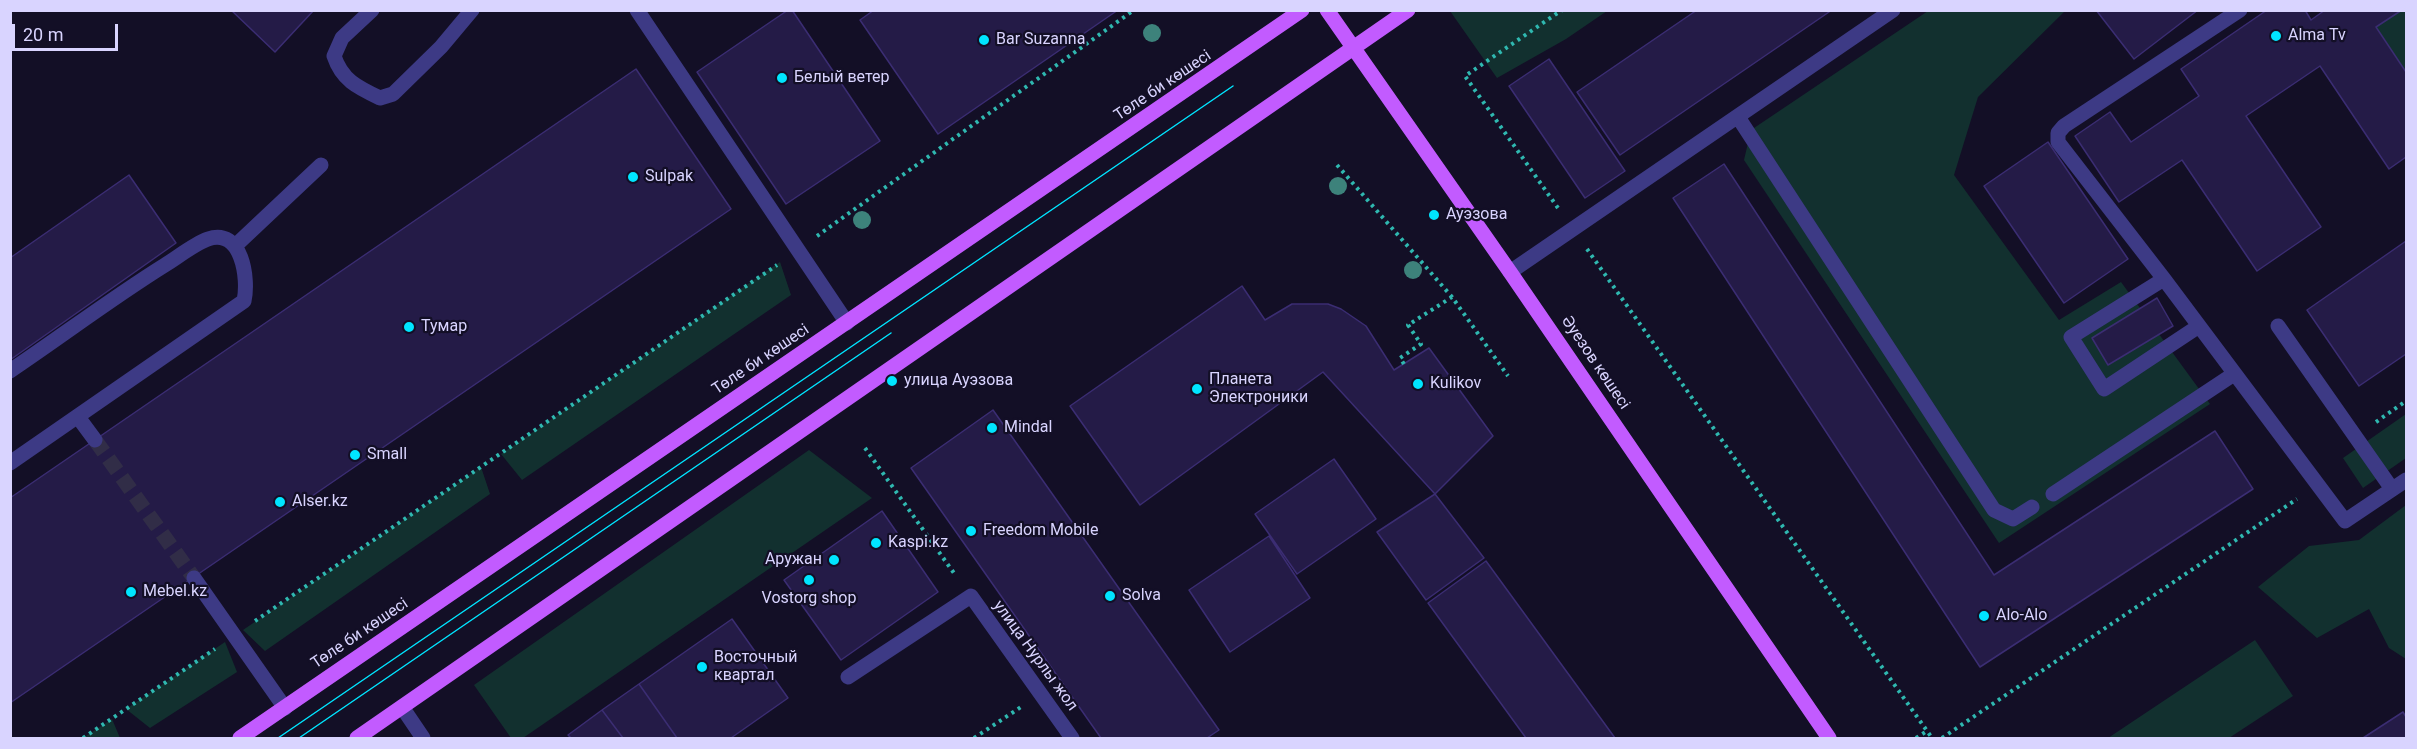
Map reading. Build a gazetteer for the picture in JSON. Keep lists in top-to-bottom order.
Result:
{
  "streets": {
    "main road": ["Төле би көшесі", "Әуезов көшесі"],
    "street": ["улица Нурлы жол"]
  },
  "places": [
    "Alma Tv",
    "Bar Suzanna",
    "Белый ветер",
    "Sulpak",
    "Ауэзова",
    "Тумар",
    "улица Ауэзова",
    "Kulikov",
    "Планета Электроники",
    "Mindal",
    "Small",
    "Alser.kz",
    "Freedom Mobile",
    "Kaspi.kz",
    "Аружан",
    "Vostorg shop",
    "Mebel.kz",
    "Solva",
    "Alo-Alo",
    "Восточный квартал"
  ],
  "scale_bar": "20 m"
}
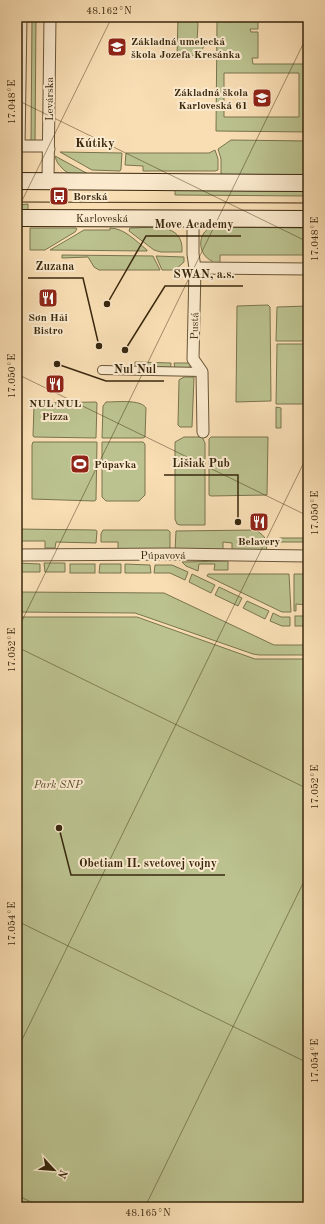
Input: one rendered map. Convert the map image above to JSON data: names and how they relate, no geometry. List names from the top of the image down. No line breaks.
{"streets":{"main road":["Karloveská"],"street":["Levárska","Pustá","Púpavová"]},"crossings":[["Karloveská","Pustá"]],"districts":["Kútiky"],"parks":["Park SNP"],"places":{"school or university":["Základná umelecká škola Jozefa Kresánka","Základná škola Karloveská 61"],"bus stop":["Borská"],"restaurant":["Sơn Hải Bistro","NUL NUL Pizza","Belavery"],"other":["Move Academy","Zuzana","SWAN, a.s.","Nul Nul","Lišiak Pub","Obetiam II. svetovej vojny"],"sports":["Púpavka"]},"north":"bottom right","coordinates":["48.162°N","17.048°E","17.050°E","17.052°E","17.054°E","48.165°N"]}
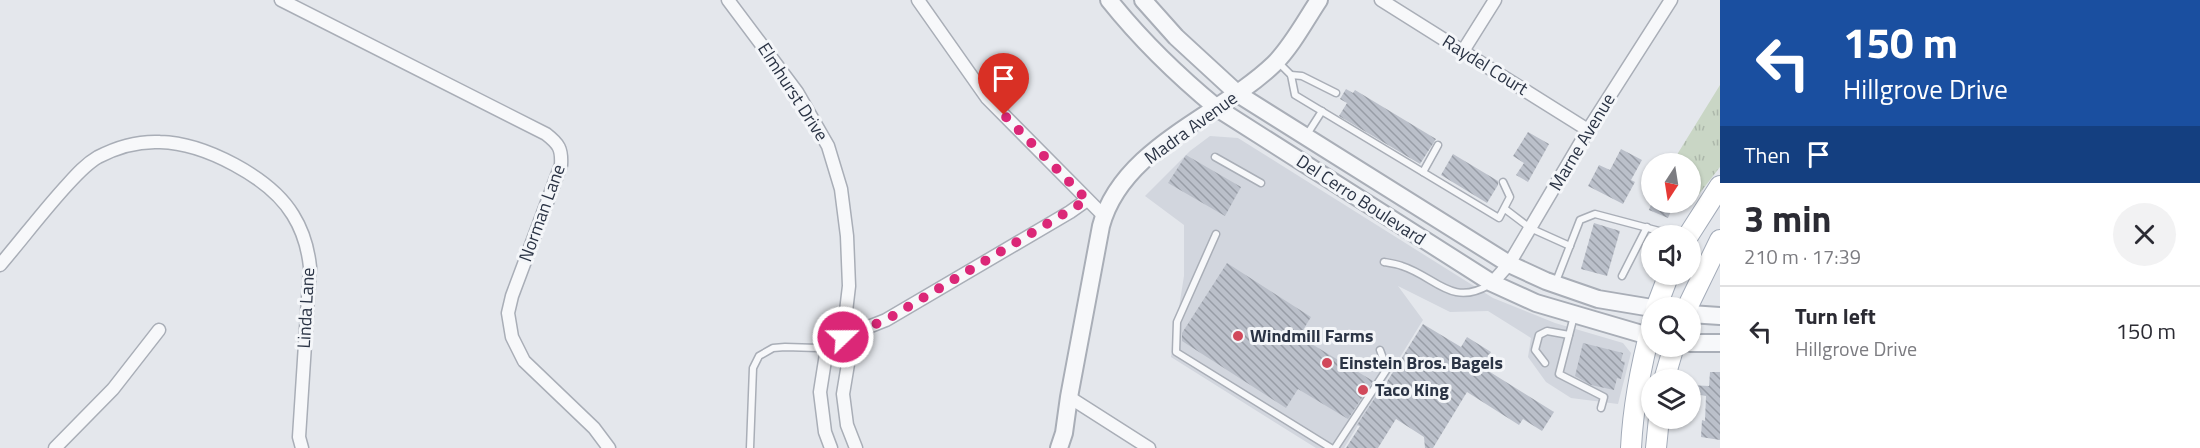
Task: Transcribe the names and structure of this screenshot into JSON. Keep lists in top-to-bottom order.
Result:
{
  "streets": {
    "street": [
      "Raydel Court",
      "Elmhurst Drive",
      "Madra Avenue",
      "Marne Avenue",
      "Del Cerro Boulevard",
      "Norman Lane",
      "Linda Lane"
    ]
  },
  "crossings": [
    ["Raydel Court", "Marne Avenue"],
    ["Madra Avenue", "Del Cerro Boulevard"],
    ["Marne Avenue", "Del Cerro Boulevard"]
  ],
  "places": ["Windmill Farms", "Einstein Bros. Bagels", "Taco King"],
  "north": "bottom",
  "page": {
    "turn": ["150 m", "Hillgrove Drive"],
    "then": "Then",
    "heading": ["3 min", "210 m · 17:39"],
    "list": [
      {
        "name": "Turn left",
        "note": "Hillgrove Drive",
        "value": "150 m"
      }
    ]
  }
}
☆ ☆ ☆ ☆ ☆
*TASK DETAILS*
Word for word, output the whole listing, but not its pictures.

*RESULT*
Map reading. Build a gazetteer for the picture in JSON. Keep lists in top-to-bottom order.
Result:
{
  "streets": {
    "main road": ["Төле би көшесі", "Әуезов көшесі"],
    "street": ["улица Нурлы жол"]
  },
  "places": [
    "Alma Tv",
    "Bar Suzanna",
    "Белый ветер",
    "Sulpak",
    "Ауэзова",
    "Тумар",
    "улица Ауэзова",
    "Kulikov",
    "Планета Электроники",
    "Mindal",
    "Small",
    "Alser.kz",
    "Freedom Mobile",
    "Kaspi.kz",
    "Аружан",
    "Vostorg shop",
    "Mebel.kz",
    "Solva",
    "Alo-Alo",
    "Восточный квартал"
  ],
  "scale_bar": "20 m"
}
Input: one rendered map. Convert the map image above to JSON data: names and how they relate, no geometry. List names from the top of the image down. No line breaks.
{"streets":{"main road":["Karloveská"],"street":["Levárska","Pustá","Púpavová"]},"crossings":[["Karloveská","Pustá"]],"districts":["Kútiky"],"parks":["Park SNP"],"places":{"school or university":["Základná umelecká škola Jozefa Kresánka","Základná škola Karloveská 61"],"bus stop":["Borská"],"restaurant":["Sơn Hải Bistro","NUL NUL Pizza","Belavery"],"other":["Move Academy","Zuzana","SWAN, a.s.","Nul Nul","Lišiak Pub","Obetiam II. svetovej vojny"],"sports":["Púpavka"]},"north":"bottom right","coordinates":["48.162°N","17.048°E","17.050°E","17.052°E","17.054°E","48.165°N"]}
Task: Transcribe the names and structure of this screenshot into JSON. Keep lists in top-to-bottom order.
Result:
{
  "streets": {
    "street": [
      "Raydel Court",
      "Elmhurst Drive",
      "Madra Avenue",
      "Marne Avenue",
      "Del Cerro Boulevard",
      "Norman Lane",
      "Linda Lane"
    ]
  },
  "crossings": [
    ["Raydel Court", "Marne Avenue"],
    ["Madra Avenue", "Del Cerro Boulevard"],
    ["Marne Avenue", "Del Cerro Boulevard"]
  ],
  "places": ["Windmill Farms", "Einstein Bros. Bagels", "Taco King"],
  "north": "bottom",
  "page": {
    "turn": ["150 m", "Hillgrove Drive"],
    "then": "Then",
    "heading": ["3 min", "210 m · 17:39"],
    "list": [
      {
        "name": "Turn left",
        "note": "Hillgrove Drive",
        "value": "150 m"
      }
    ]
  }
}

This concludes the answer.